ECLI:NL:CBB:2024:163
College van Beroep voor het bedrijfsleven
- Verzet
- Rechtspraak.nl
Verzet tegen eerdere uitspraak van het College van Beroep voor het Bedrijfsleven
Op 12 maart 2024 heeft het College van Beroep voor het Bedrijfsleven uitspraak gedaan in de zaak met nummer 23/1917, waarin het verzet van betrokkenen, [naam 1] en [naam 2], tegen een eerdere uitspraak van 19 december 2023 werd behandeld. Dit verzet was ingediend zonder zitting, op basis van artikel 8:108, eerste lid, in verbinding met artikel 8:54, eerste lid, van de Algemene wet bestuursrecht (Awb). In de eerdere uitspraak had het College zich onbevoegd verklaard om kennis te nemen van het hoger beroep tegen een uitspraak van de rechtbank Rotterdam van 30 augustus 2023, waarin ook andere geschriften en handelingen van verschillende entiteiten aan de orde kwamen.
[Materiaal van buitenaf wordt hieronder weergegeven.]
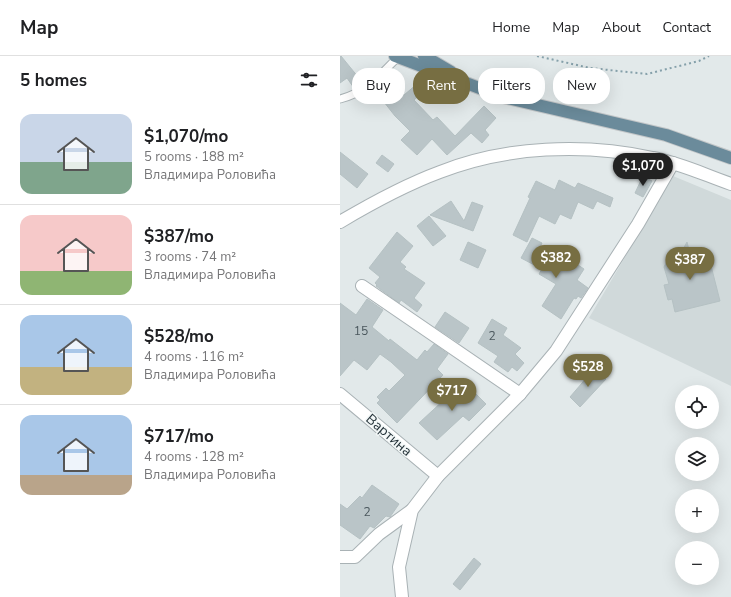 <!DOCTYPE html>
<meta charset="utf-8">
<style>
:root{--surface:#fff;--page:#f2f2f2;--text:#202124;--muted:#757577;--line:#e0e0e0;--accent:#776e42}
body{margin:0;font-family:"Nunito Sans",sans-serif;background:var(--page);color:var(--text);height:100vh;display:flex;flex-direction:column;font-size:15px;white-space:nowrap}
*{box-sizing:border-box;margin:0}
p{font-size:13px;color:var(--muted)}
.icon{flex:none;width:22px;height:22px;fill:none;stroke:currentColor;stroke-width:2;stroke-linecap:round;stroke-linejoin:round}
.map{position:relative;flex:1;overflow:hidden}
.details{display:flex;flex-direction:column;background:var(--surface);width:340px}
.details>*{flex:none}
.banner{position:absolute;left:12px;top:12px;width:319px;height:36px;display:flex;gap:8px}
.tools{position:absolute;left:335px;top:329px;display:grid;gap:8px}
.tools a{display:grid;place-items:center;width:44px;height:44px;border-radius:50%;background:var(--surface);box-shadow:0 4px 16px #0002;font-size:20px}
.price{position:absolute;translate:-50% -34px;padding:0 9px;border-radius:14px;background:var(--accent);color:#fff;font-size:13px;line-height:26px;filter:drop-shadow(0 1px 2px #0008)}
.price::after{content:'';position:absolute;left:50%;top:24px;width:12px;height:9px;margin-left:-6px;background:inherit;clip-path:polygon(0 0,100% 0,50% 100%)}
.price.selected{background:#222;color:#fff}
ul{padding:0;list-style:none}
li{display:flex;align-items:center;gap:12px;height:100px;padding:0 20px}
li+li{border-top:1px solid var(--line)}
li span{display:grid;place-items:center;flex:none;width:112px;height:80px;border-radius:12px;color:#555}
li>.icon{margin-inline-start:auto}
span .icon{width:48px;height:48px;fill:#fffc;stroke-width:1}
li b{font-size:17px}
h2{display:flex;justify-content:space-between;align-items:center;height:48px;padding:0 20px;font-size:17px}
.chip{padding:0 14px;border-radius:16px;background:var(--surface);box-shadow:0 4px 16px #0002;font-size:14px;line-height:36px}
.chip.selected{background:var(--accent);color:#fff}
header{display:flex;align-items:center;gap:24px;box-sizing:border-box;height:56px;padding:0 20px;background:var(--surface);border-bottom:1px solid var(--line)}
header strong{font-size:19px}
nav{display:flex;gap:22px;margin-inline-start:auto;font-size:14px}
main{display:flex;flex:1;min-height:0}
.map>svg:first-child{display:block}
.built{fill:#d0d9da}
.building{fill:#bac5c8;stroke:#b5c1c3}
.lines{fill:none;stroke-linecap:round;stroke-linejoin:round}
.lane-casing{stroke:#a9b2b5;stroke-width:9}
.street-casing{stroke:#a9b2b5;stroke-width:14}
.primary-casing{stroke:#c2c6c8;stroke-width:14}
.path{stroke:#85a0aa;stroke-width:2;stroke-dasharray:2 3;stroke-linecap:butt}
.lane{stroke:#fff;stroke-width:7}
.street{stroke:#fff;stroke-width:12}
.primary{stroke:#6b8b9b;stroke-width:12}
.labels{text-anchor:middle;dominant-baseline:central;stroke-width:3;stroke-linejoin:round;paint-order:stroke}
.number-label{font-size:12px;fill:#4a575d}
.street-label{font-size:14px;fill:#243239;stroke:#f2f7f7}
</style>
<header>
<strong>Map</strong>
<nav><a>Home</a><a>Map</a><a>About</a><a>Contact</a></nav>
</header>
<main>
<section class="details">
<h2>5 homes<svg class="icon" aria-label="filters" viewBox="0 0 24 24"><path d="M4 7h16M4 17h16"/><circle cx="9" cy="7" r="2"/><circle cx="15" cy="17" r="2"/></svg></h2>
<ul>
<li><span style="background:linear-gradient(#c9d6e8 60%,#7fa58c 0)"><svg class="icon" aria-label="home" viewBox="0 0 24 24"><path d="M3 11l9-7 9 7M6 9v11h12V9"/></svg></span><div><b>$1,070/mo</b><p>5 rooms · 188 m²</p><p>Владимира Роловића</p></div></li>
<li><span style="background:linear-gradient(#f6c9c9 70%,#8fb573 0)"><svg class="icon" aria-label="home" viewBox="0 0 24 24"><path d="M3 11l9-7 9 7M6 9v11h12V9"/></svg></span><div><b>$387/mo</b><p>3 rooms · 74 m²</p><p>Владимира Роловића</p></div></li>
<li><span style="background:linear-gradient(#a9c7e8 65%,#c2b280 0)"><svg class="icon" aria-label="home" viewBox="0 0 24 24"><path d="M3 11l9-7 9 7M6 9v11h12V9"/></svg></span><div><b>$528/mo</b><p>4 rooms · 116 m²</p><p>Владимира Роловића</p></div></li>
<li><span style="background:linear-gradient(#a9c7e8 75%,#b9a48a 0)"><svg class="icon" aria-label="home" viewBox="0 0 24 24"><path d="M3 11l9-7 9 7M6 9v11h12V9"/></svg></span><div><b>$717/mo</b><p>4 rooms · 128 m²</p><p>Владимира Роловића</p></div></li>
</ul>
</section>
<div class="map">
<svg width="391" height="541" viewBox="0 0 391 541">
<rect width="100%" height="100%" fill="#e2e9ea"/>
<polygon class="built" points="333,120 391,144 391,330 249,262"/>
<g class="building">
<polygon points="0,0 1,0 23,27 14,32 7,22 0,27"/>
<polygon points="49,19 64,39 77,28 83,36 74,44 93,64 97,61 115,80 144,50 156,62 145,74 149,79 142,87 131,77 107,99 92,83 77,99 61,84 70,75 55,60 33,32"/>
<polygon points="0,96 28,118 17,132 0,118"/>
<polygon points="42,99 54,108 48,116 36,107"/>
<polygon points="303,120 312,125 303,141 295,137"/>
<polygon points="219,124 235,132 238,127 273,142 270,151 257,145 253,153 238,146 231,163 220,158 215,168 199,160 187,186 173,179 190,142 188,141 196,125 215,134"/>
<polygon points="111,145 124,165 132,146 143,150 133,175 90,159"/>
<polygon points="89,160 106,180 93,190 77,170"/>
<polygon points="57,176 73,190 60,206 66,211 64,213 85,227 74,242 82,249 77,256 61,244 59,247 36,230 37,229 35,227 40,221 29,212"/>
<polygon points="192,182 202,187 199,193 227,213 232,205 244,213 237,224 248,232 241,242 238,240 236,243 234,242 221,263 202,250 216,228 199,218 202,213 181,202"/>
<polygon points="128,186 146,194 138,212 120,204"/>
<polygon points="347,186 351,202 368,198 380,245 335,256 332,243 328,244 324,229 329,228 324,211 331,198 340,199"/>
<polygon points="27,243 43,254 32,271 49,285 50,283 77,304 85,294 87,296 94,288 108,298 97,313 103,319 57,367 37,347 40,344 37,341 46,332 49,335 65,319 51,306 40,298 27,314 14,304 0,320 0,247 16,259"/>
<polygon points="105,256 129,272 119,287 95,271"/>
<polygon points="152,263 167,272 163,279 181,292 175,298 184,307 177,315 172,311 168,316 154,306 158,300 138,287"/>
<polygon points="254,313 266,323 240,351 230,341"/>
<polygon points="119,330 131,343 136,338 146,348 129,365 123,360 97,384 79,367"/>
<polygon points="32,429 59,448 50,461 46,460 34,472 30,470 20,483 0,469 0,448 7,453 20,440 22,442"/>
<polygon points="134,502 141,508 120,534 113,528"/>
</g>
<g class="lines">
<defs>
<path id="lane" d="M0,43C27,36 39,20 58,1"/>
<g id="street">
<path d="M0,166C32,147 65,129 100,116C166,90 245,87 313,102C340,107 365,119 391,128"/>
<polyline points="22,230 180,338"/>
<polyline points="0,338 98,420"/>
<polyline points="0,501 15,501 39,478 72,454"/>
<polyline points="62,541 59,511 72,454 98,420 180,338 216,295 298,168 333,107"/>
</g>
<g id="primary">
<polyline points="55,0 163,41 326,79 391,102"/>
<polyline points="84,0 111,16"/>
</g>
</defs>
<use href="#lane" class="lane-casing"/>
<use href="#street" class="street-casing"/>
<use href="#primary" class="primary-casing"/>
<polyline class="path" points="197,0 250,12 307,18 359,5 369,0"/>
<use href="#lane" class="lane"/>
<use href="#street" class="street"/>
<use href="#primary" class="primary"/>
</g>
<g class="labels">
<g class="number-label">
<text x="21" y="275">15</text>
<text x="152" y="280">2</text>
<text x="27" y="456">2</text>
</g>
<g class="street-label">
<text transform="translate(49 379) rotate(41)">Вартина</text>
</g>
</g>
</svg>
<div class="tools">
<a><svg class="icon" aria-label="locate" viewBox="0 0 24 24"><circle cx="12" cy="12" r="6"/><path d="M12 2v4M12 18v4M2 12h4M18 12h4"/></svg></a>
<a><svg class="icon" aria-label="layers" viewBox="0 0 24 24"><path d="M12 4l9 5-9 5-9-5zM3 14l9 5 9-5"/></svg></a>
<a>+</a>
<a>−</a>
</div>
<b class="price selected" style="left:303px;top:131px">$1,070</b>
<b class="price" style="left:216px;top:223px">$382</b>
<b class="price" style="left:350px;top:225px">$387</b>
<b class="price" style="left:248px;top:332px">$528</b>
<b class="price" style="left:112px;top:356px">$717</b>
<div class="banner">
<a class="chip">Buy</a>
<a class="chip selected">Rent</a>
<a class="chip">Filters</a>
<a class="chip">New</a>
</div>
</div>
</main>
De betrokkenen hebben in hun verzet argumenten aangevoerd, maar het College oordeelde dat deze, voor zover ze al begrijpelijk waren, niet leidden tot de conclusie dat de eerdere uitspraak onjuist was. Het verzet werd daarom ongegrond verklaard. Daarnaast oordeelde het College dat de betrokkenen kennelijk onredelijk gebruik hadden gemaakt van procesrecht, zoals bedoeld in artikel 8:75, eerste lid, van de Awb. Echter, omdat er geen kosten van een andere partij waren, werd er geen veroordeling in de proceskosten uitgesproken.
De uitspraak werd gedaan door mr. T.G.M. Simons, in aanwezigheid van griffier E.A. van der Meel, en is openbaar uitgesproken op 12 maart 2024.